Real-World Survival Data
Viability—the ability of a preterm infant to survive outside the womb with medical support—has shifted in recent decades as neonatal care has advanced. Once commonly placed around 24 weeks’ gestation, survival is now documented at 22 and 23 weeks, particularly when active treatment is provided. (Bell et al. 2022)
Recent U.S. multicenter data from the NICHD Neonatal Research Network (2013–2018) show that “survival among actively treated infants was 30.0% at 22 weeks and 55.8% at 23 weeks” (Bell et al. 2022). When all live-born infants are included—regardless of treatment—survival is lower, reflecting the critical role that care decisions play: “Survival to discharge was 10.9% for live-born infants at 22 weeks” (Bell et al. 2022).

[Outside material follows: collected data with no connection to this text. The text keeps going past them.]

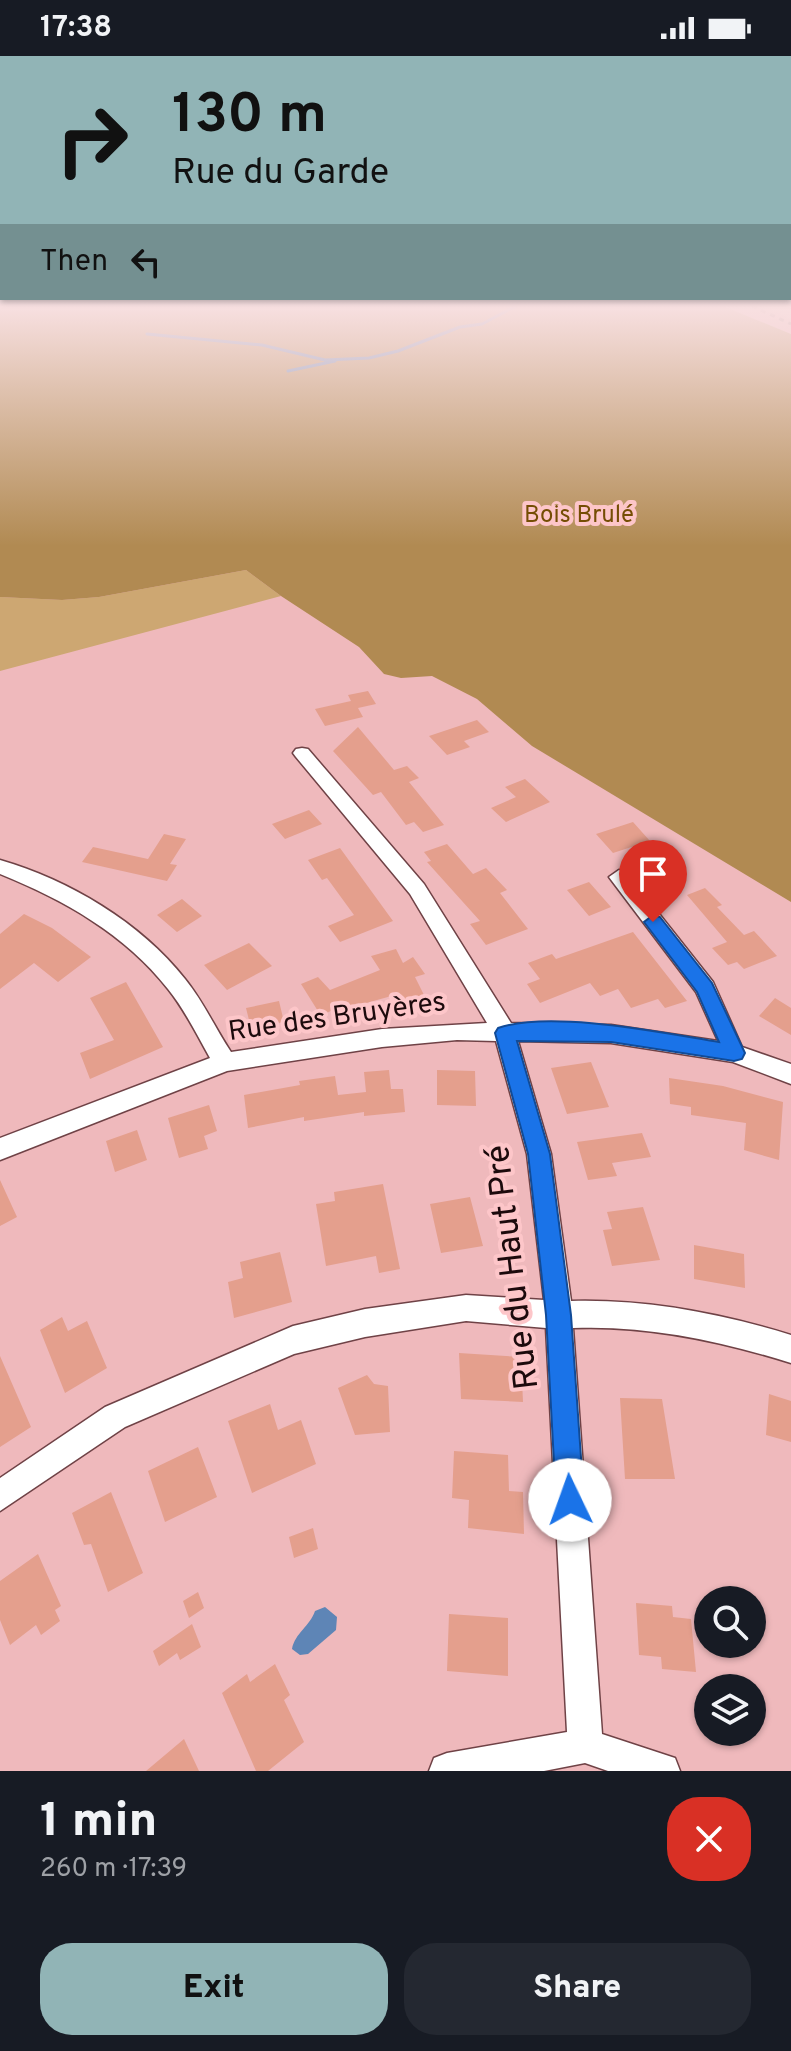 <!DOCTYPE html>
<meta charset="utf-8">
<style>
:root{--surface:#171b24;--page:#242831;--text:#f1f3f6;--muted:#9ea1a6;--accent:#91b4b6}
body{margin:0;font-family:Overpass,sans-serif;background:var(--page);color:var(--text);height:100vh;display:flex;flex-direction:column;font-size:30px;white-space:nowrap}
*{box-sizing:border-box;margin:0}
p{font-size:26px;color:var(--muted)}
.icon{flex:none;width:44px;height:44px;fill:none;stroke:currentColor;stroke-width:2;stroke-linecap:round;stroke-linejoin:round}
.map{position:relative;height:1715px;overflow:hidden}
.drawer{display:flex;flex-direction:column;background:var(--surface);flex:1}
.drawer>*{flex:none}
.banner{position:absolute;left:0px;top:0px;width:792px;height:244px;box-shadow:0 2px 6px #0004;background:#91b4b6;color:#111;overflow:hidden}
.controls{position:absolute;left:694px;top:1530px;display:grid;gap:16px}
.controls a{display:grid;place-items:center;width:72px;height:72px;border-radius:50%;background:var(--surface);box-shadow:0 2px 6px #0004;font-size:40px}
.pin{position:absolute;display:grid;place-items:center;width:68px;height:68px;color:#fff;margin:-82px -34px;border-radius:50% 50% 50% 0;rotate:-45deg;box-shadow:0 0 8px #0007}
.pin .icon{rotate:45deg}
.me{position:absolute;width:88px;margin:-44px;rotate:357deg;stroke-linejoin:round;filter:drop-shadow(0 0 6px #0008)}
.turn{display:flex;align-items:center;gap:28px;height:168px;padding:0 40px;font-size:36px}
.turn .icon{width:104px;height:104px;stroke-width:2.5}
.turn b{display:block;font-size:56px;line-height:68px}
.then{display:flex;align-items:center;height:76px;padding:0 40px;background:#0003;gap:16px;font-size:30px}
.round{display:grid;place-items:center;flex:none;width:84px;height:84px;border-radius:32px;background:var(--page)}
.overview{display:flex;align-items:center;justify-content:space-between;height:136px;padding:0 40px}
h1{font-size:48px;font-weight:800;line-height:60px}
.button{display:flex;gap:16px;margin-top:auto;padding:16px 40px}
.button a{flex:1;height:92px;border-radius:32px;background:var(--accent);color:#111;font-size:32px;font-weight:800;line-height:92px;text-align:center}
.button a+a{background:var(--page);color:var(--text)}
.status{display:flex;justify-content:space-between;align-items:center;height:56px;padding:0 40px;background:var(--surface);direction:ltr}
.status svg{height:22px;fill:currentColor}
.map>svg:first-child{display:block}
</style>
<div class="status"><b>17:38</b><svg viewBox="0 0 49 12"><path d="M0 12V9h3v3zM5 12V6h3v6zM10 12V3h3v9zM15 12V0h3v12zM26 1h20v11H26zM47 4h2v5h-2z"/></svg></div>
<div class="map">
<svg width="791" height="1715" viewBox="0 0 791 1715">
<rect width="100%" height="100%" fill="#efb9bc"/>
<!-- built -->
<path fill="#eaacb0" d="M723 250H764L791 263V278Z"/>
<!-- green -->
<path fill="#cda772" d="M246 514 281 540 0 615V541L62 544 99 541Z"/>
<!-- forest -->
<path fill="#b18a52" d="M0 250H723L791 278V846L532 690 477 643 432 620 401 622 384 618 359 591 281 540 246 514 99 541 62 544 0 541Z"/>
<!-- water -->
<path fill="#5e85b6" d="M325 1551 337 1561 336 1574 308 1598 300 1599 292 1593C295 1577 310 1570 315 1555Z"/>
<g fill="none" stroke-linecap="round" stroke-linejoin="round">
<!-- stream -->
<path stroke="#5e85b6" stroke-width="3" d="M147 278 262 289 325 304 369 302 398 295 460 271 482 268 516 250
M288 315 335 305"/>
</g>
<!-- building -->
<path fill="#e49f8d" d="M368 635 376 648 358 652 363 661 325 670 315 653 351 645 348 639Z
M477 664 489 676 464 685 470 691 447 699 429 680Z
M358 671 394 714 407 710 419 722 409 726 444 769 423 776 414 766 406 769 381 736 373 739 333 695Z
M525 723 550 746 506 766 491 752 516 741 505 731Z
M309 754 322 768 285 783 272 768Z
M633 766 650 785 613 797 596 778Z
M164 778 186 783 170 808 177 809 167 825 82 806 93 791 148 803Z
M447 788 473 818 486 812 507 834 500 837 528 873 486 889 470 868 480 865 427 806 431 805 424 796Z
M340 792 393 865 340 886 328 870 354 859 327 822 322 824 308 804Z
M589 826 611 851 589 860 567 834Z
M705 832 722 849 717 851 744 879 754 875 777 900 744 913 737 906 728 909 712 892 727 886 687 839Z
M182 843 202 860 177 876 157 859Z
M24 858 52 872 91 901 58 926 34 907 0 933V878Z
M633 876 687 945 665 952 658 943 631 952 618 933 600 940 590 927 540 947 527 928 540 923 528 907 552 898 556 903Z
M249 887 272 910 227 934 204 909Z
M396 893 403 907 413 901 425 918 415 921 424 939 400 947 395 939 352 951 348 946 321 960 301 928 318 921 330 934 380 914 371 900Z
M126 926 163 991 90 1023 80 997 114 984 90 942Z
M775 942 791 952V979L759 960Z
M279 945 284 966 251 972 246 952Z
M591 1006 609 1051 567 1058 551 1012Z
M389 1014 391 1033H403L405 1056 364 1060V1056L304 1065V1061L248 1072 244 1039 300 1029 299 1025 335 1020 338 1039 366 1036 364 1016Z
M437 1014 475 1015 476 1050 437 1049Z
M669 1022 723 1030 783 1046 779 1104 744 1094 746 1067 691 1059V1051L670 1048Z
M209 1049 217 1075 204 1080 208 1093 179 1102 168 1062Z
M137 1074 147 1104 115 1116 106 1085Z
M642 1077 651 1101 612 1107 617 1120 588 1124 577 1086Z
M0 1124 17 1161 0 1170Z
M383 1128 400 1213 379 1217 376 1200 326 1210 316 1148 335 1145 334 1136Z
M470 1141 483 1190 441 1197 430 1148Z
M643 1151 660 1204 612 1210 603 1174 612 1173 607 1156Z
M694 1189 744 1198 745 1232 694 1223Z
M280 1196 292 1246 234 1262 228 1226 243 1222 240 1206Z
M62 1261 68 1275 87 1265 107 1312 65 1337 40 1274Z
M459 1297 521 1301 523 1346 461 1343Z
M0 1300 31 1371 0 1391Z
M367 1319 374 1328 388 1330 390 1376 355 1379 338 1332Z
M769 1338 791 1345V1386L766 1379Z
M620 1342 662 1343 675 1423H625Z
M270 1348 278 1374 301 1364 316 1408 252 1437 228 1365Z
M198 1391 217 1441 165 1466 148 1415Z
M454 1395 508 1399 509 1435 523 1436 524 1478 468 1472 469 1444 452 1442Z
M111 1436 143 1517 108 1536 91 1488 84 1489 72 1457Z
M313 1472 318 1493 294 1502 289 1481Z
M38 1498 61 1550 55 1554 60 1565 41 1579 36 1569 10 1589 0 1564V1525Z
M198 1536 204 1552 189 1562 183 1545Z
M636 1547 672 1550 673 1561 691 1563 696 1616 662 1613 661 1601 639 1599Z
M449 1558 508 1562V1620L447 1615Z
M192 1568 201 1591 180 1604 177 1597 159 1610 153 1595Z
M275 1608 290 1639 284 1644 304 1686 268 1715H256L222 1637 247 1618 250 1626Z
M184 1683 199 1715H146Z"/>
<g fill="none" stroke-linecap="round" stroke-linejoin="round">
<defs>
<path id="minor" d="M302 692 308 693 424 828 511 967 611 969 718 985 696 936 609 821 619 814 626 816 713 926 742 991 791 1008V1028L733 1006 611 987 518 985 551 1098 571 1245C645 1243 720 1257 791 1279V1307C721 1285 647 1269 573 1272L602 1678 675 1702 680 1715H608L585 1707 544 1715H429L434 1702 447 1697 567 1676 546 1272 466 1265 365 1281 294 1298 125 1371 0 1455V1422L105 1351 293 1270 365 1253 466 1239 544 1244 527 1098 496 985 457 984 382 991 227 1015 0 1104V1082L210 1002C197 979 185 954 168 933 125 878 64 844 0 818V804C69 824 140 866 185 923 203 945 215 972 231 996L382 973 487 967 410 838 296 701 293 697 296 693Z"/>
</defs>
<!-- minor casing -->
<use href="#minor" stroke="#6f4246" stroke-width="3"/>
<!-- minor -->
<use href="#minor" fill="#fff" fill-rule="evenodd"/>
<!-- rail -->
<path stroke="#8f6a6c" stroke-width="3" stroke-dasharray="5 5" stroke-linecap="butt" d="M752 250 791 268"/>
</g>
<!-- sky -->
<linearGradient id="sky" x2="0" y2="1"><stop stop-color="#71a1d4"/><stop offset="0.51" stop-color="#f8e0e1"/><stop offset="1" stop-color="#f8e0e1" stop-opacity="0"/></linearGradient>
<rect width="791" height="490" fill="url(#sky)"/>
<!-- route -->
<path fill="#1a73e8" stroke="#114b97" stroke-width="2" d="M653 859 660 861 712 927 745 997 742 1003 734 1005 611 986 517 985 550 1098 571 1259 584 1444 580 1454 570 1458 560 1454 556 1444 546 1259 528 1098 495 977 498 972C551 954 663 977 719 986L697 936 644 866Z"/>
<g text-anchor="middle" dominant-baseline="central" stroke-width="8" stroke-linejoin="round" paint-order="stroke">
<!-- far-park labels -->
<g font-size="24" fill="#754d04" stroke="#fdc6c9">
<text x="579" y="460">Bois Brulé</text>
</g>
<!-- street labels -->
<g font-size="28" fill="#1c0a0c" stroke="#fdc6c9">
<text transform="translate(337 962) rotate(-8)">Rue des Bruyères</text>
</g>
<!-- near-street labels -->
<g font-size="34" fill="#1c0a0c" stroke="#fdc6c9">
<text transform="translate(514 1211) rotate(-97)">Rue du Haut Pré</text>
</g>
</g>
</svg>
<div class="controls">
<a><svg class="icon" aria-label="search" viewBox="0 0 24 24"><circle cx="10" cy="10" r="6"/><path d="M15 15l6 6"/></svg></a>
<a><svg class="icon" aria-label="layers" viewBox="0 0 24 24"><path d="M12 4l9 5-9 5-9-5zM3 14l9 5 9-5"/></svg></a>
</div>
<div class="pin" style="left:653px;top:866px;background:#d93025"><svg class="icon" aria-label="arrive" viewBox="0 0 24 24"><path d="M6 21V4h12l-3 4 3 4H6"/></svg></div>
<svg class="me" style="left:570px;top:1444px" viewBox="-20 -20 40 40"><circle r="19" fill="#fff"/><path d="M0-13L10 11 0 6-10 11z" fill="#1a73e8"/></svg>
<div class="banner">
<div class="turn"><svg class="icon" aria-label="right" viewBox="0 0 24 24"><path d="M7 20v-9h11M14 6l5 5-5 5"/></svg><div><b>130 m</b>Rue du Garde</div></div>
<div class="then">Then<svg class="icon" aria-label="left" viewBox="0 0 24 24"><path d="M17 20v-9H6M10 6l-5 5 5 5"/></svg></div>
</div>
</div>
<section class="drawer">
<div class="overview"><div><h1>1 min</h1><p>260 m · 17:39</p></div><a class="round" style="background:#d93025;color:#fff"><svg class="icon" aria-label="close" viewBox="0 0 24 24"><path d="M6 6l12 12M18 6L6 18"/></svg></a></div>
<div class="button"><a>Exit</a><a>Share</a></div>
</section>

These gains are associated with established medical practices such as antenatal corticosteroids, surfactant therapy, advanced respiratory support, and specialized neonatal intensive care. Still, outcomes at these gestational ages remain uncertain, and long-term complications are common among survivors (Bell et al. 2022).
Survival also varies widely by location. Studies show that hospital policies strongly influence outcomes, with some centers actively treating most infants born at 22 weeks and others offering little or no intervention. One analysis found that rates of active treatment at 22 weeks ranged from 8% to 100% across U.S. hospitals (Mehler et al. 2016). Broader population studies confirm significant regional and institutional differences in care (Chen et al. 2022; Venkatesh et al. 2022).